Introduction to AI Energy Consumption
Artificial intelligence (AI) systems, especially large language models (LLMs), are becoming increasingly powerful and widely used. However, their energy consumption is a growing concern. Researchers have been working to measure and understand the energy usage of these systems.
Measuring Energy Consumption
A team of researchers used setups with Nvidia’s A100 and H100 GPUs to measure the energy consumption of various AI systems, including LLMs and diffusion models. They tested models like Meta’s Llama 3.1 405B, an open-source chat-based AI with 405 billion parameters. The results showed that the model consumed 3352.92 joules of energy per request running on two H100 GPUs, which is equivalent to around 0.93 watt-hours. This is significantly less than the 2.9 watt-hours quoted for ChatGPT queries.
Comparing Energy Efficiency
The team also compared the energy efficiency of different models and hardware. For example, the Mixtral 8x22B model was run on both Ampere and Hopper platforms. The results showed that running the model on two Ampere GPUs resulted in 0.32 watt-hours per request, compared to just 0.15 watt-hours on one Hopper GPU. This demonstrates the improvements in energy efficiency of newer hardware.

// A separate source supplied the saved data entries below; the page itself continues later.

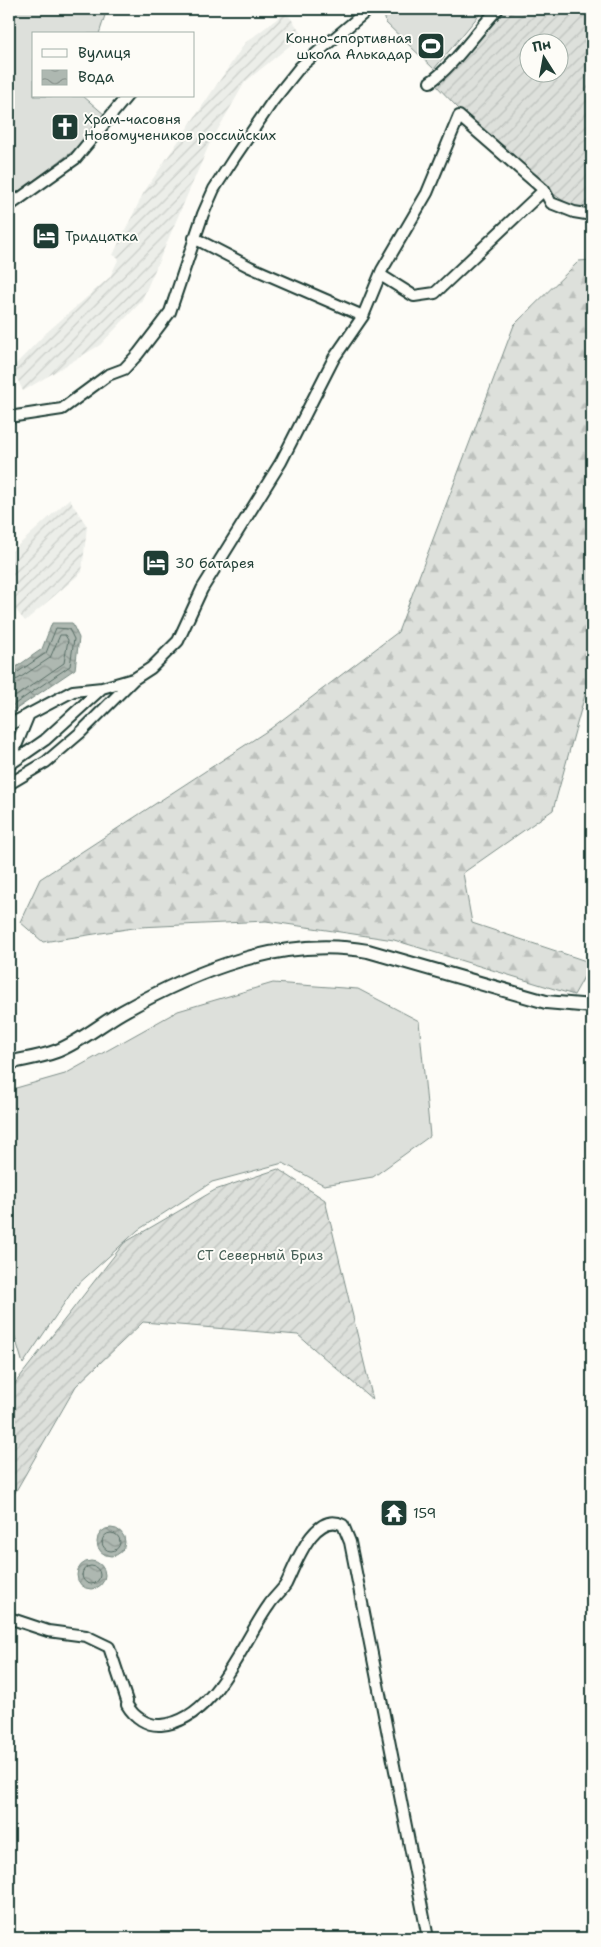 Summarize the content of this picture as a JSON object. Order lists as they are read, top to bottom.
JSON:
{
  "parks": ["СТ Северный Бриз"],
  "places": {
    "sports": ["Конно-спортивная школа Алькадар"],
    "church": ["Храм-часовня Новомучеников российских"],
    "hotel": ["Тридцатка", "30 батарея"],
    "temple": ["159"]
  },
  "legend": ["Вулиця", "Вода"],
  "north": "top"
}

The Unknown: Proprietary Models
However, the energy consumption of proprietary models like GPT-4, Gemini, or Grok remains unknown. The lack of transparency from companies like Google or Open AI makes it difficult for researchers to understand the energy efficiency of these models. The research community needs to know the exact energy consumption of these models to develop solutions to the energy efficiency problems.
The Need for Transparency
The most pressing issue is the lack of transparency from companies. They have no incentive to release power consumption numbers, as it could harm their business. However, researchers believe that people should understand what is actually happening, and companies should be encouraged to release some of those numbers.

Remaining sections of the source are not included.